» Records for the exercise:

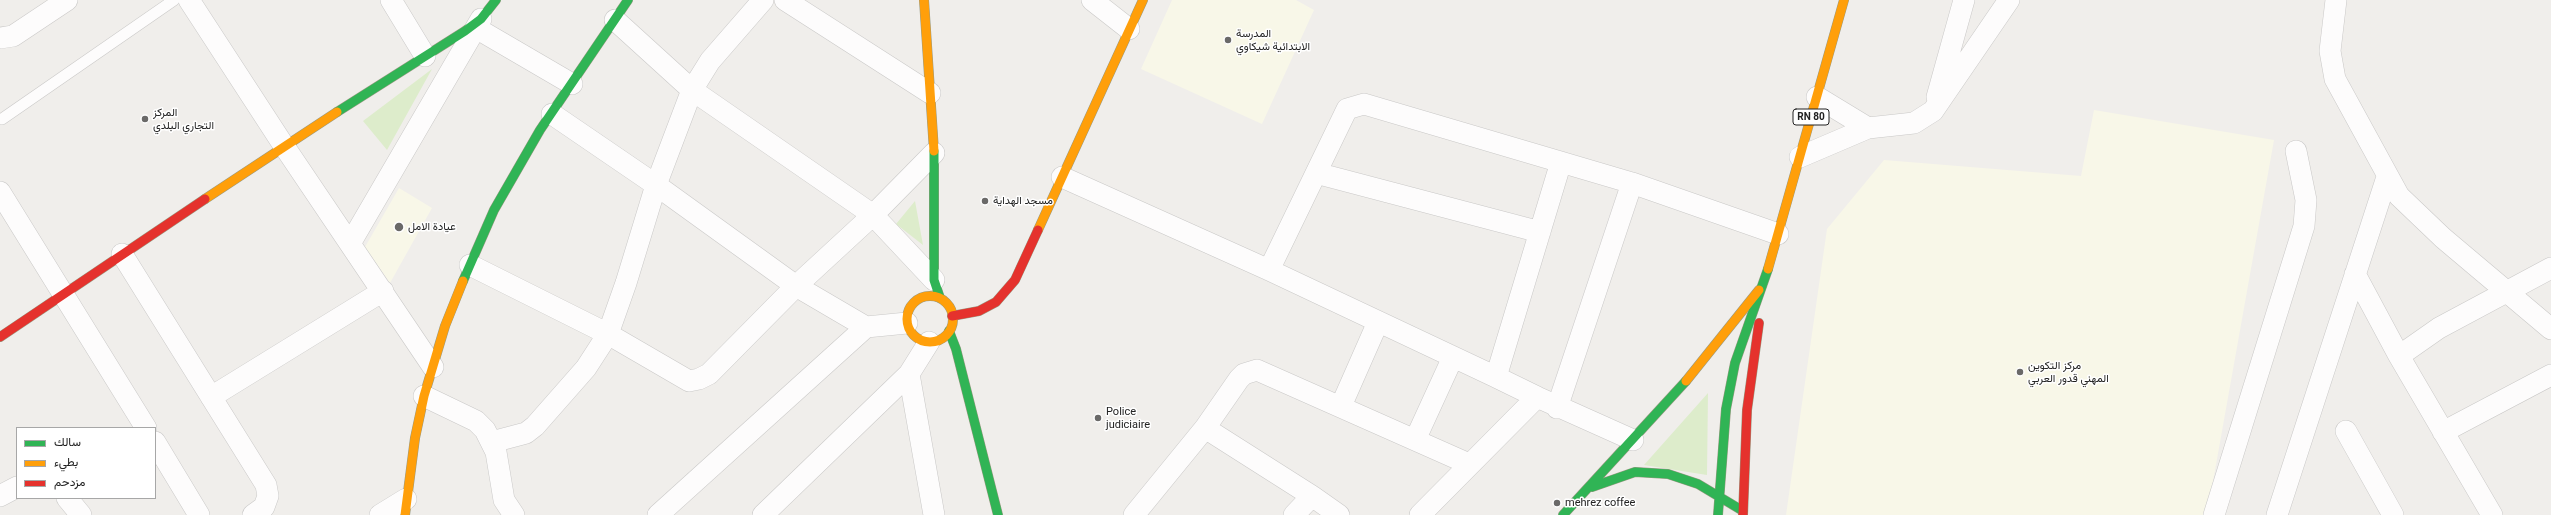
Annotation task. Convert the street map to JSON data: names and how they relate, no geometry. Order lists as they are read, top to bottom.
{
  "streets": {
    "street": ["RN 80"]
  },
  "places": [
    "المدرسة الابتدائية شيكاوي",
    "المركز التجاري البلدي",
    "مسجد الهداية",
    "عيادة الامل",
    "مركز التكوين المهني قدور العربي",
    "Police judiciaire",
    "mehrez coffee"
  ],
  "legend": ["سالك", "بطيء", "مزدحم"]
}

» Your goal:
Copy the records exactly as they appear, excluding images.

» Finished task:
Annotation task. Convert the street map to JSON data: names and how they relate, no geometry. Order lists as they are read, top to bottom.
{
  "streets": {
    "street": ["RN 80"]
  },
  "places": [
    "المدرسة الابتدائية شيكاوي",
    "المركز التجاري البلدي",
    "مسجد الهداية",
    "عيادة الامل",
    "مركز التكوين المهني قدور العربي",
    "Police judiciaire",
    "mehrez coffee"
  ],
  "legend": ["سالك", "بطيء", "مزدحم"]
}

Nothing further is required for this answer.